[[ Extracted material open ]]
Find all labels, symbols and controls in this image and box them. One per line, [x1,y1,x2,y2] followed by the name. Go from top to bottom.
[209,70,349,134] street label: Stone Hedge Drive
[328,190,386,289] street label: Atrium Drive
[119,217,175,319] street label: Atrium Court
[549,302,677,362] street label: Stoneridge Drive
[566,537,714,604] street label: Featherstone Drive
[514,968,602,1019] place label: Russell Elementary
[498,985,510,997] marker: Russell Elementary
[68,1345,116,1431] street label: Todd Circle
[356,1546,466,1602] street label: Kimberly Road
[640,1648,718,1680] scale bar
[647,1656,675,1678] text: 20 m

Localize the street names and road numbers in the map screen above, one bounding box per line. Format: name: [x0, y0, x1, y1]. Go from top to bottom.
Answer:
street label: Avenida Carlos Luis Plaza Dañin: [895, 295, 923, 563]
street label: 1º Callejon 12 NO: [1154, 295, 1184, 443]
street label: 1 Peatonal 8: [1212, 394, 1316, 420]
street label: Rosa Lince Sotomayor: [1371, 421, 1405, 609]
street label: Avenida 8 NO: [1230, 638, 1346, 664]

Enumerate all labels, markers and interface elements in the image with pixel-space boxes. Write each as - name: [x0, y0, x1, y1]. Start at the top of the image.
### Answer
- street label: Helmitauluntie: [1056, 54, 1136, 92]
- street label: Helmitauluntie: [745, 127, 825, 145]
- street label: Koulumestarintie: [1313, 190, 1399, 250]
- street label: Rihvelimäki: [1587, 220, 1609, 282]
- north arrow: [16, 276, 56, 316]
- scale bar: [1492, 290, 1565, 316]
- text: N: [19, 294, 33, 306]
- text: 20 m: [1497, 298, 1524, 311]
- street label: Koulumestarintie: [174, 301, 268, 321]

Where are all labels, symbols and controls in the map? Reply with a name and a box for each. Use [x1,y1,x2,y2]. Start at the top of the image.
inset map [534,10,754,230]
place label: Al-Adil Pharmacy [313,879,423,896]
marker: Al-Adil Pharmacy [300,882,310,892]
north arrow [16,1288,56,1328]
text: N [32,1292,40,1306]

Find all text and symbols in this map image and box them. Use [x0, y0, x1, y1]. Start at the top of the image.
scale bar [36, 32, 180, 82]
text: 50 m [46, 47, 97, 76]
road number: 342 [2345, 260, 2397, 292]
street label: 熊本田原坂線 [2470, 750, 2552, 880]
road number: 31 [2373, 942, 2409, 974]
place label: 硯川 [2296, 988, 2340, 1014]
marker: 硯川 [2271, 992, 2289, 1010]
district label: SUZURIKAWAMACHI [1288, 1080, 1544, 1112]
[[ Extracted material closed ]]
= To do =
Keep to the lines above, from the first one through the line where "Enumerate all labels, markers" appears, and copy them exactly.

= Finished exercise =
Find all labels, symbols and controls in this image and box them. One per line, [x1,y1,x2,y2] followed by the name. Go from top to bottom.
[209,70,349,134] street label: Stone Hedge Drive
[328,190,386,289] street label: Atrium Drive
[119,217,175,319] street label: Atrium Court
[549,302,677,362] street label: Stoneridge Drive
[566,537,714,604] street label: Featherstone Drive
[514,968,602,1019] place label: Russell Elementary
[498,985,510,997] marker: Russell Elementary
[68,1345,116,1431] street label: Todd Circle
[356,1546,466,1602] street label: Kimberly Road
[640,1648,718,1680] scale bar
[647,1656,675,1678] text: 20 m

Localize the street names and road numbers in the map screen above, one bounding box per line. Format: name: [x0, y0, x1, y1]. Go from top to bottom.
Answer:
street label: Avenida Carlos Luis Plaza Dañin: [895, 295, 923, 563]
street label: 1º Callejon 12 NO: [1154, 295, 1184, 443]
street label: 1 Peatonal 8: [1212, 394, 1316, 420]
street label: Rosa Lince Sotomayor: [1371, 421, 1405, 609]
street label: Avenida 8 NO: [1230, 638, 1346, 664]

Enumerate all labels, markers and interface elements in the image with pixel-space boxes. Write each as - name: [x0, y0, x1, y1]. Start at the top of the image.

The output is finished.